Jack Straw Responds to Alex Salmond with Blatant Lie
Jack Straw continues to lie about his involvement with torture. On Sunday, Alex Salmond told Alex Marr on the BBC that an inquiry must discover what Straw and Blair knew. On Monday Straw responded in the Guardian:
Straw said Salmond’s comments were completely untrue. “The British government was never complicit nor condoned torture or other ill-treatment of detainees wherever they were held,” he said.
I can offer absolute and definitive proof that Straw is lying (redactions made by FCO):
The Foreign Secretary was Jack Straw. Simon MacDonald was his Private Secretary in the FCO.
It has been a source of astonishment to me that journalists are prepared to continue to publish Straw’s denials of involvement in torture, when there is indisputable documentary proof that he is lying. I offered these documents to the Guardian years ago, but was not surprised when that Blairite rag refused to publish.
I was however surprised by this. When Straw criticised Salmond on Monday, I immediately offered these documents to the National as proof that Straw was lying. The National too refused to publish. Firstly they said that they had to consult their lawyers about whether the government would sue them. Then they said they could not work out how to condense the information into a short article (which begs the question why it had to be short). They then said they were too busy.

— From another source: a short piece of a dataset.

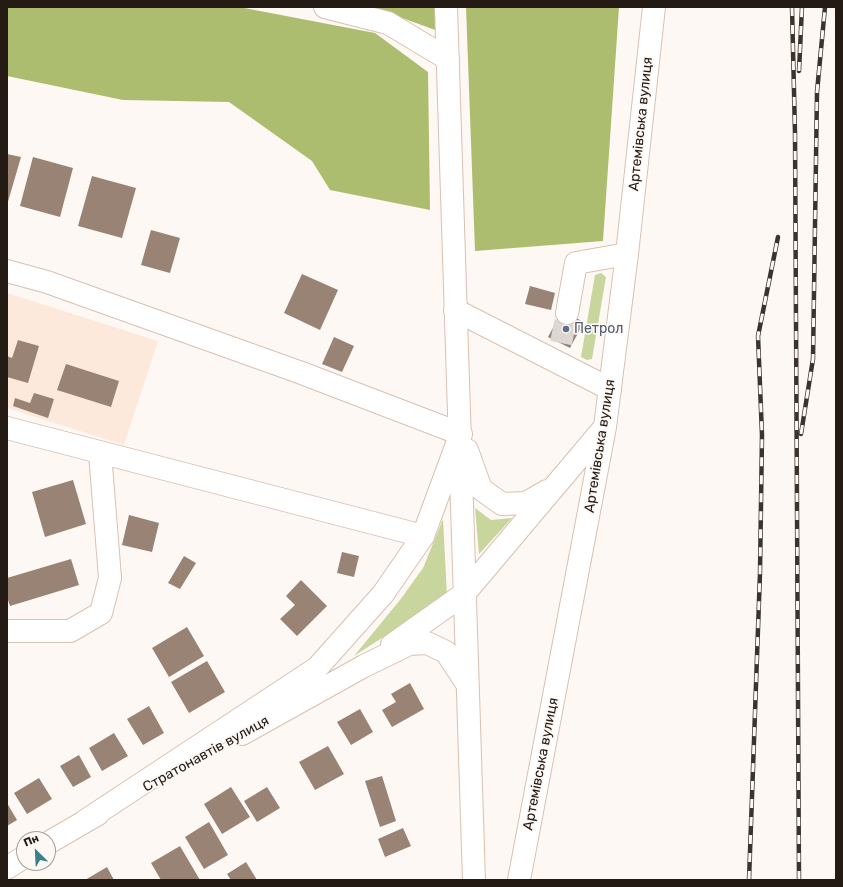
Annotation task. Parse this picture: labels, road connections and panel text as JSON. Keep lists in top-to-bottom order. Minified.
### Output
{"streets":{"main road":["Артемівська вулиця","Стратонавтів вулиця"]},"places":["Петрол"],"north":"top left"}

The reason I did not post for a week was that I was extremely dejected to receive an instant rejection, without interview, for the post of Chairman of the Scottish Human Rights Commission. This is an appointment of the Scottish Parliament and the decision is made by a committee of Scottish MSPs. It is a job for which I undoubtedly meet all the published requirements. I lecture regularly on human rights all round the world, and have been called to give evidence in person to the UK Parliamentary Joint Committee on Human Rights, the European Parliament and the Council of Europe. I have a great deal of senior level public sector management experience, also a requirement.
When I published a few weeks ago that I had been considering my future while in Ghana, it was because I was considering applying for the job on the Scottish human rights commission. That would have entailed going back to being a public servant and ceasing political activity, including giving up this blog. I certainly can do this – for the 21 years I was in the FCO, nobody except those close to me knew my political views. I decided eventually that the chance to work on human rights in a positive way might enable me to do more good in the world than I am achieving as a campaigner. I definitely did not expect to get the job, but could not apply honestly without interrogating myself as to whether I really was prepared to meet the conditions.
I did not however expect an out of hand rejection for a position for which I was not only qualified but which was also junior and less well paid than previous public appointments I had held.
I did not necessarily expect to get the job, but to be refused without being interviewed is not something I expected, and it hit me hard. As a whistleblower you become a non-person. That is why the media publishes Straw’s denials of all knowledge of torture despite the existence of these documents. It is unpleasant to be a non-person, who cannot even be interviewed for a job for which they are abundantly qualified.
The SNP plainly have a major problem with me as a member. Before the SNP Conference in Aberdeen, I was approached by the Embassy of Ecuador. They wished to have a meeting with the SNP on behalf of the alliance of seven South American states including Ecuador, Venezuela, Cuba and Bolivia who have a broadly anti-imperialist stance and were interested in learning about the Scottish independence movement with a view to possible cooperation in international fora. It so happened the Spanish acronym of this group is ALBA! The Embassy know me through Julian Assange and I was their only contact in the SNP, so they asked me to arrange the meeting. I emailed every suitable SNP contact I could think of, and made a number of phone calls, over a four week period. I eventually received a one line rejection, and had to host the Ambassador myself (apart from a short reception the SNP hosted for the diplomatic corps, to which I was refused entry).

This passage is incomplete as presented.